In heavily pre-treated EOC patients, melphalan chemotherapy is an effective and well-tolerated treatment. Discovering the underlying molecular mechanism of chemo-responsiveness could lead to subtype-specific treatment selection. This study supports the notion that the knowledge on BRCA status may improve clinical decision-making in choosing between different therapies for platinum-resistant EOC. Prospective trials including overall BRCA/Homologous recombination deficiency assessment are warranted.
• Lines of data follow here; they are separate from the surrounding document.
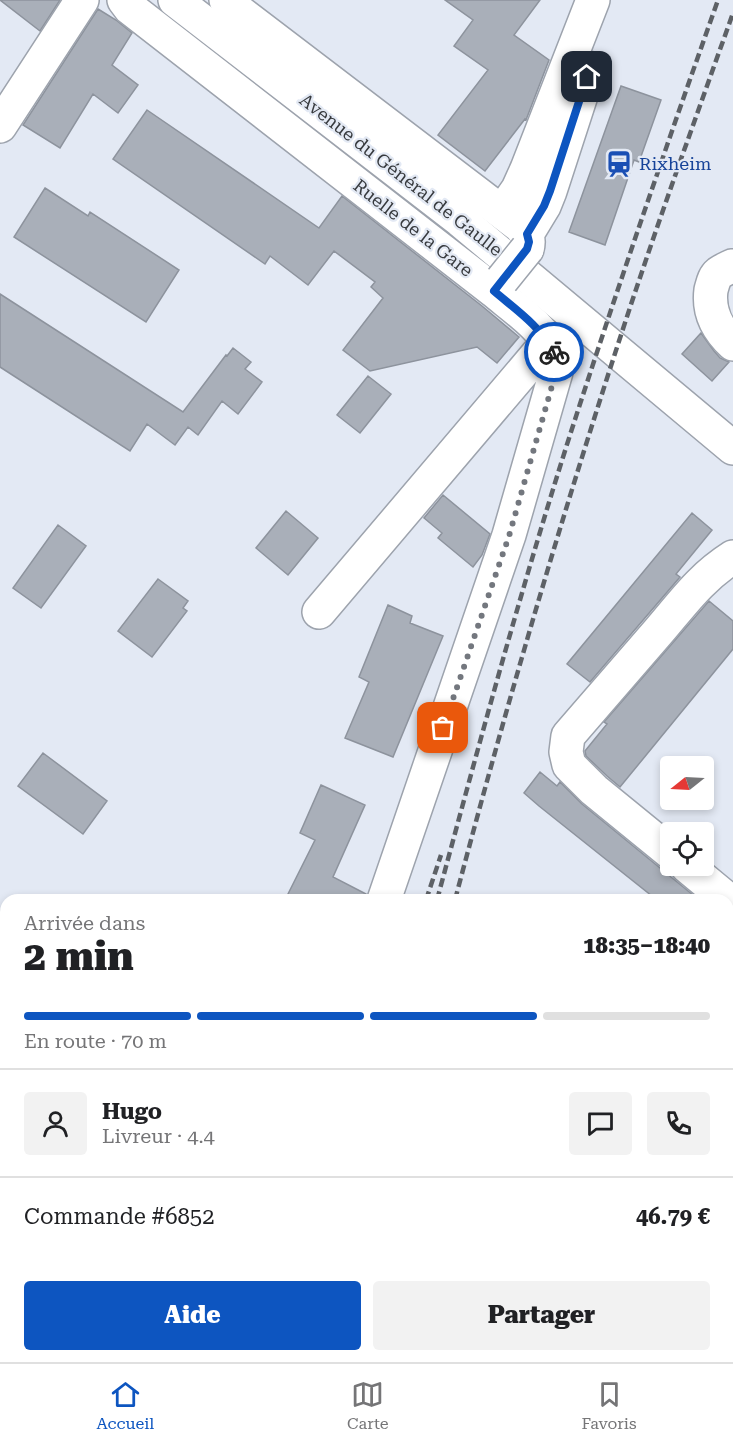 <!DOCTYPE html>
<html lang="fr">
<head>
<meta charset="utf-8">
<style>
	:root { --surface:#fff; --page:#f2f2f2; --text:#202124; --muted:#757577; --line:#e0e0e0; --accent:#0d55c0 }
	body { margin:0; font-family:"Roboto Serif",serif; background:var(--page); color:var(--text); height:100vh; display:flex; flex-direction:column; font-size:22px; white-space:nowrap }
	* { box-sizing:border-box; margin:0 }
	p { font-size:20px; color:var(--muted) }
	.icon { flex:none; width:33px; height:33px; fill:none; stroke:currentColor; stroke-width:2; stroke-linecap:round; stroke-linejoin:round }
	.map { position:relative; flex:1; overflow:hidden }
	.sheet { position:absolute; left:0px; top:894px; width:734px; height:468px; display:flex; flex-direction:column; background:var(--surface); border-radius:18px 18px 0 0; box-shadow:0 3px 9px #0003 }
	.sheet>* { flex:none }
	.needle { width:39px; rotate:252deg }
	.tools { position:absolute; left:660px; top:756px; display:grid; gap:12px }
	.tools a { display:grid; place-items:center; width:54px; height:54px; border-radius:6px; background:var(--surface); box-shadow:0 3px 9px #0003; font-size:30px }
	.pin { position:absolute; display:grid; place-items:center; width:51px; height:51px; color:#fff; margin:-26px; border-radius:12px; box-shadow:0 3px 9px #0006 }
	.courier { position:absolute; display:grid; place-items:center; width:60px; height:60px; margin:-30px; border:4px solid #0d55c0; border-radius:50%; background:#fff; color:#222; box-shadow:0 2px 8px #0007 }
	.headline em { font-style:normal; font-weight:800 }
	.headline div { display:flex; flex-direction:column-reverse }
	.headline { display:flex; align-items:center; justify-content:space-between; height:102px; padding:0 24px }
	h1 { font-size:39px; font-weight:800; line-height:45px }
	.bar { display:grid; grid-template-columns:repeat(4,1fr); gap:9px 6px; align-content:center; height:72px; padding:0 24px }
	.bar i { height:8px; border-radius:4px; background:var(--line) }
	.bar .active { background:var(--accent) }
	.bar p { grid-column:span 4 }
	.line { display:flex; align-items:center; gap:15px; padding:0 24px; border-top:2px solid var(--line) }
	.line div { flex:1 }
	.round { display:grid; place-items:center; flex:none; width:63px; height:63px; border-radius:6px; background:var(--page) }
	.action { display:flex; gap:12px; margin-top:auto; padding:12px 24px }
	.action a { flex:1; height:69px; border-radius:6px; background:var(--accent); color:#fff; font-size:24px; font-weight:800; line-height:69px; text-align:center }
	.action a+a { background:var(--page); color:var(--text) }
	.menu { display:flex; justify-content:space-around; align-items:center; height:84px; border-top:2px solid var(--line); background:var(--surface); font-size:16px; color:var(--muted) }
	.menu a { display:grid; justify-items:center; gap:3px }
	.menu .active { color:var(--accent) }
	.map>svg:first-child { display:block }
	.green { fill:#a2d1b2 }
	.building { fill:#a9afb9; stroke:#8d939d; stroke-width:1.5 }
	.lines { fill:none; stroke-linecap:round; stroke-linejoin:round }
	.minor-casing { stroke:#9da3ad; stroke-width:36 }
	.major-casing { stroke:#9da3ad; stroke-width:36 }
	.minor { stroke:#fff; stroke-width:33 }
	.major { stroke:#fff; stroke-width:33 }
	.rail { stroke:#5d6166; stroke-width:4.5; stroke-dasharray:9 4.5; stroke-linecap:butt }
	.minor-bridge-casing { stroke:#9da3ad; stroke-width:36; stroke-linecap:butt }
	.minor-bridge { stroke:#fff; stroke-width:33 }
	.done { stroke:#73777e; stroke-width:6; stroke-dasharray:0 10.8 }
	.route { stroke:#0d55c0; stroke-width:8 }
	.labels { text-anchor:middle; stroke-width:4.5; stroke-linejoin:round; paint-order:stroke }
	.transit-label { font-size:18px; fill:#164399; stroke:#e3e9f4; text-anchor:start }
	.street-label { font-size:18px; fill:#373a3e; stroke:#e3e9f4 }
</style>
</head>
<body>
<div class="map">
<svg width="733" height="1362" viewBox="0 0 733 1362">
	<rect width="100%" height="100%" fill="#e3e9f4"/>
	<!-- green -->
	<path class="green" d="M395,1356H684L691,1362H394Z"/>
	<!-- building -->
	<path class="building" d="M0,0H60L40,31Z
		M445,0H540L514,35L549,60L526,120L525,119L485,171L438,135L488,70L454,46L473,20Z
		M98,9L116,20L132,33L112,65L138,85L118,113L93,94L60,148L23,125Z
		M621,86L661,100L639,162L634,160L605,245L569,232Z
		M147,110L319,228L342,196L482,306L519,337L497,363L477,347L370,371L343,350L383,298L371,287L375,282L334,251L308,285L270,256L265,264L113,159Z
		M45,188L88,216L90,212L179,270L146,322L14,237Z
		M0,294L183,412L226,355L227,356L233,348L251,362L245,369L262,382L238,414L222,401L198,435L188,427L175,445L147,424L130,451L0,367Z
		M701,333L714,351L720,358L729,362L712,381L682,354Z
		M368,376L391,394L360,433L337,415Z
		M443,495L490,534L482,555L473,567L438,538L442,533L424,518Z
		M286,511L318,538L288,575L256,548Z
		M692,513L712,530L676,574L680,577L590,682L567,664Z
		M58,525L86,546L41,608L13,588Z
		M158,579L188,601L183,608L187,611L152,657L118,631Z
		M709,601L733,621V649L620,787L607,776L586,756L585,751L607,724L604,722Z
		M388,605L412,616L410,623L443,636L393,757L345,738L369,682L359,677Z
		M43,753L107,801L83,834L18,786Z
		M540,772L557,786L560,782L582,804L699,900H657L539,806L524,793Z
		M321,785L365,805L333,877L366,894V900H285L315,840L300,833Z"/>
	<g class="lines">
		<defs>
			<path id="minor" d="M124,0L130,8L494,291C513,307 546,329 554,353C556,359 555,366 556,372L509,535L384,900
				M226,0L238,11L520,226C527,234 530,239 527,249
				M0,126L82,0
				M502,212L518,189L527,169L593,0
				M527,234L544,206L550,191L587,77L588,68
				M732,266C728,268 723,270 719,273C714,277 713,283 711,290C708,312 717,329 733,344
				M319,612L548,342
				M670,852L594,790L569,765L566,752L568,736C598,701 628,667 658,632C683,603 700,578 733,557
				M687,866L733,904
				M220,1362L221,1356"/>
			<path id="major" d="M175,0L460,220L733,448"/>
		</defs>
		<!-- minor casing -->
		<use href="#minor" class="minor-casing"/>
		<!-- major casing -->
		<use href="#major" class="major-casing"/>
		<!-- minor -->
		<use href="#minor" class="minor"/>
		<!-- major -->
		<use href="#major" class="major"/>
		<!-- rail -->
		<path class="rail" d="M426,900L441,855
			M437,900C479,744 521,589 570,435C617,289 667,144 718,0
			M455,900C505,710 560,522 621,335C656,227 695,120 733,13
			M269,1362L271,1356
			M288,1362L290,1356
			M328,1362L329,1356
			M347,1362L348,1356"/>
		<defs>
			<path id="minor-bridge" d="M502,280L527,249"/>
		</defs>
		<!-- minor-bridge casing -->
		<use href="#minor-bridge" class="minor-bridge-casing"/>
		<!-- minor-bridge -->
		<use href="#minor-bridge" class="minor-bridge"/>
	</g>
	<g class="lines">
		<!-- done -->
		<path class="done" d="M443,728L509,536L556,372L554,352"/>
		<!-- route -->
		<path class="route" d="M554,352C540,326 515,309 494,291L527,249L529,242L527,234L544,206L550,191L587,77"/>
	</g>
	<!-- icons -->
	<defs>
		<symbol id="station-bare" viewBox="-9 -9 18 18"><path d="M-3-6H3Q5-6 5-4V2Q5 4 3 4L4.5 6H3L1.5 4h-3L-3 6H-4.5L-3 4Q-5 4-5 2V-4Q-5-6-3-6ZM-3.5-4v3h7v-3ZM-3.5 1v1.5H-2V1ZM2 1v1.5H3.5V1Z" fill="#1a4fb4" stroke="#e3e9f4" stroke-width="2.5" paint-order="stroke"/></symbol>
	</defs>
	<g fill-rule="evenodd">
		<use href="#station-bare" x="600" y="145" width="38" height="38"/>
	</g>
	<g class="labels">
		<!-- transit labels -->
		<g class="transit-label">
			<text x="639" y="170">Rixheim</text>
		</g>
		<!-- street labels -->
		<g class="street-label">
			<text transform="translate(401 175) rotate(38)" y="6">Avenue du Général de Gaulle</text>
			<text transform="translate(413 228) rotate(38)" y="6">Ruelle de la Gare</text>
		</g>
	</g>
</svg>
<div class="tools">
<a><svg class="needle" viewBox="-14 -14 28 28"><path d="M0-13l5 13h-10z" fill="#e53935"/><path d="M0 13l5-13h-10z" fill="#757577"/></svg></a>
<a><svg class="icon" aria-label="locate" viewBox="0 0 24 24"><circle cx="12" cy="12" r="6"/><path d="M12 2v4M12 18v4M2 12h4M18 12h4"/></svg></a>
</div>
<div class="pin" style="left:443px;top:728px;background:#ea580c"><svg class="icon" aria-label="bag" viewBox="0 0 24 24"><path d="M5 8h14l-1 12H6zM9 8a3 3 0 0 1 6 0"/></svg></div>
<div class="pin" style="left:587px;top:77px;background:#1f2937"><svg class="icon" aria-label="home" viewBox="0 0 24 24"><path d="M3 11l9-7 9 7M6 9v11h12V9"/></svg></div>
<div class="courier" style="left:554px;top:352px"><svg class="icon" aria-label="bike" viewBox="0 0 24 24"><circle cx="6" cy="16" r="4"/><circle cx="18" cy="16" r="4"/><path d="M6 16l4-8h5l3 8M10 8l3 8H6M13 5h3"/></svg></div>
<section class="sheet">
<div class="headline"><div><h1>2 min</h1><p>Arrivée dans</p></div><em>18:35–18:40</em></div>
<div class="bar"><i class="active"></i><i class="active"></i><i class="active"></i><i></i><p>En route · 70 m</p></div>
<div class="line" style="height:108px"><a class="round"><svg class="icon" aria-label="person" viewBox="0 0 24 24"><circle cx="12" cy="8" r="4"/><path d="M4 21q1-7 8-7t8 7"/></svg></a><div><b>Hugo</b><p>Livreur · 4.4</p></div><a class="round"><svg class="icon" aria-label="chat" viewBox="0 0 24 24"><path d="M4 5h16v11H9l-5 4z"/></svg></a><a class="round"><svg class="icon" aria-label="phone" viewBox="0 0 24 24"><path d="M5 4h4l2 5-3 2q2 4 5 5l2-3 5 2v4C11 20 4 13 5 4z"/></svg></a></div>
<div class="line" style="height:78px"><div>Commande #6852</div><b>46.79 €</b></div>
<div class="action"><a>Aide</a><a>Partager</a></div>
</section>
</div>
<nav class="menu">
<a class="active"><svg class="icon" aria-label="home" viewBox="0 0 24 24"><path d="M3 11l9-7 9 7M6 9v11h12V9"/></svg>Accueil</a>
<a><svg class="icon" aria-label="map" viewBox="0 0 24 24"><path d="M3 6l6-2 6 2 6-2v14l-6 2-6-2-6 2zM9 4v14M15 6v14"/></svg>Carte</a>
<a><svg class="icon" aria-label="saved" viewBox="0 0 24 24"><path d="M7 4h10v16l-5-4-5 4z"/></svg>Favoris</a>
</nav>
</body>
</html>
Data Availability Statement

The raw data supporting the conclusions of this article will be made available by the authors, without undue reservation.

Ethics Statement

The studies involving human participants were reviewed and approved by COMITATO ETICO della Romagna. The patients/participants provided their written informed consent to participate in this study.

Author Contributions

VC was involved in the conception of the study, acquisition and analysis of the data, and wrote the first draft of the manuscript. AF, NB, LR, GG, CL, GS, SB, CG, AV, AA, SLB, and CM were involved in the acquisition of the data. VC and UDG were involved in the conception and design of the study. VC, ES, and UDG contributed to data analysis and interpretation of data. VC, ES, AA, NB, and UDG critically revised the manuscript for important intellectual content. VC and ES participated in analyzing the results and drafting the manuscript. All authors contributed to the article and approved the submitted version.

Conflict of Interest

VC has served as consultant/advisory board member for Janssen, Astellas, Merck, AstraZeneca, Bayer; has received speaker honoraria or travel support from Astellas, Janssen, Ipsen, Bayer and Sanofi. UDG reports research support from AstraZeneca, Roche, and Sanofi; and consultancy fees from Astellas, Bayer, Bristol Myers Squibb, Ipsen, Janssen, Merck, Pfizer, and Sanofi.

The remaining authors declare that the research was conducted in the absence of any commercial or financial relationships that could be construed as a potential conflict of interest.